A reclamação é, inquestionavelmente (embora também lamentavelmente), uma das formas pelas quais nos relacionamos. Entretanto, essa é uma de nossas formas mais estranhas de relacionamento, pois, em certas esferas, as convenções justificam-na e até impõem-na, em outras, tornam-na tabu, mas a reclamação está estruturada de tal forma que uma resposta nem sempre é desejada e, na maioria das vezes, parece impossível.

Talvez a irritação decorrente da reclamação possa ser melhor vista no fato de que temos inúmeras versões e registros de reclamação, mas raramente falamos sobre reclamar. Talvez essa hesitação diante desse fenômeno cotidiano, porém extremo, possa ser explicada, pelo menos em parte, pelo fato de que todo discurso analítico sobre a reclamação causa facilmente a impressão de ser uma continuação (disfarçada) da reclamação.

Isso se dá porque não há absolutamente nada cuja perfeição não possa ser posta em dúvida, nada cuja dubiedade não possa ser objeto de reclamação. Mas, se não há nada que não possa também ser objeto de uma reclamação, isso significa que nada pode oferecer uma base sólida para um sistema comunicativo, um fundamento firme para a compreensão mútua, um vínculo universal entre os falantes, exceto a própria reclamação. Se a reclamação é sempre e em toda parte possível e se pode se referir a qualquer coisa, então tudo pode ser arruinado pela reclamação de alguma maneira vaga e pouco definível.

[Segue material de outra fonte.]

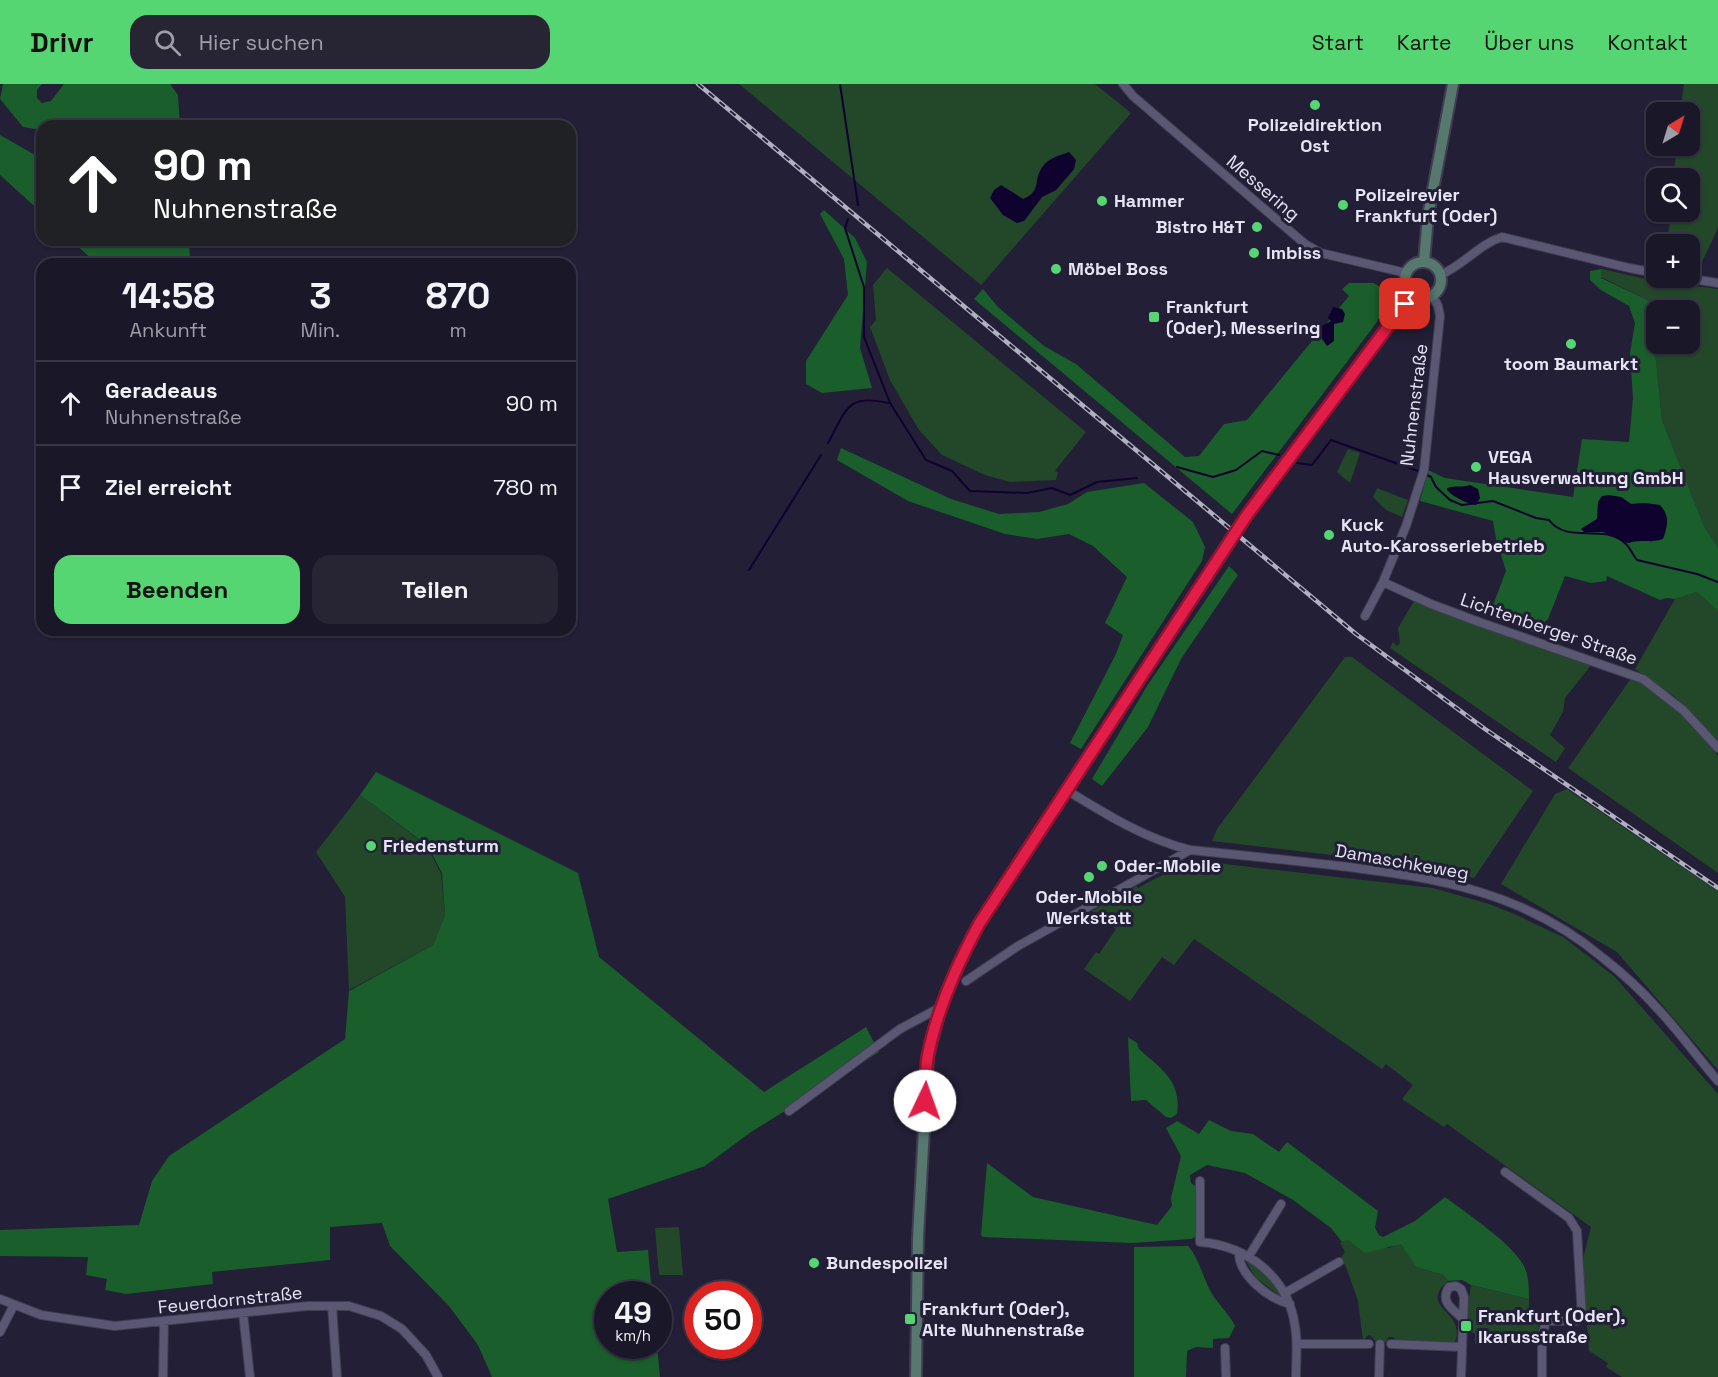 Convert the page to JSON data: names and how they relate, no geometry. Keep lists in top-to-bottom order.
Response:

A reclamação é aquela linguagem que não permite que qualquer significado, importância, valor, interesse, crença ou qualquer uma de suas consequências esteja fundamentada sobre si mesma. Em toda parte, aponta para deficiências e lacunas em enunciados, relacionamentos e atitudes, para danos, erros, agravos e transgressões, e ataca-os por serem causas de inadequação, infortúnio ou sofrimento. Todavia, não atua apenas como reclamante, mas também como testemunha da acusação, falando perante um tribunal que não pode estar a salvo de sua reclamação e testemunho. Lamenta-se e atesta-se por meio da reclamação sempre aquilo que não funciona, não está à disposição, não está lá: o objeto da reclamação, portanto, sempre é uma perda ou falta, uma ausência, um distanciamento ou um declínio. O objeto da reclamação é uma ruína e, com a reclamação que a apresenta, a ruína entra na linguagem e consequentemente em todo o mundo da experiência e do pensamento, em todas as relações sociais ou societárias, no falar e no viver juntos. A linguagem da reclamação é a linguagem de uma destruição que, em princípio, é ilimitada. Portanto, pode-se considerar falar sobre a reclamação como o surgimento da pulsão de morte na linguagem. Para a reclamação, tudo é vazio, indiferente, acabado.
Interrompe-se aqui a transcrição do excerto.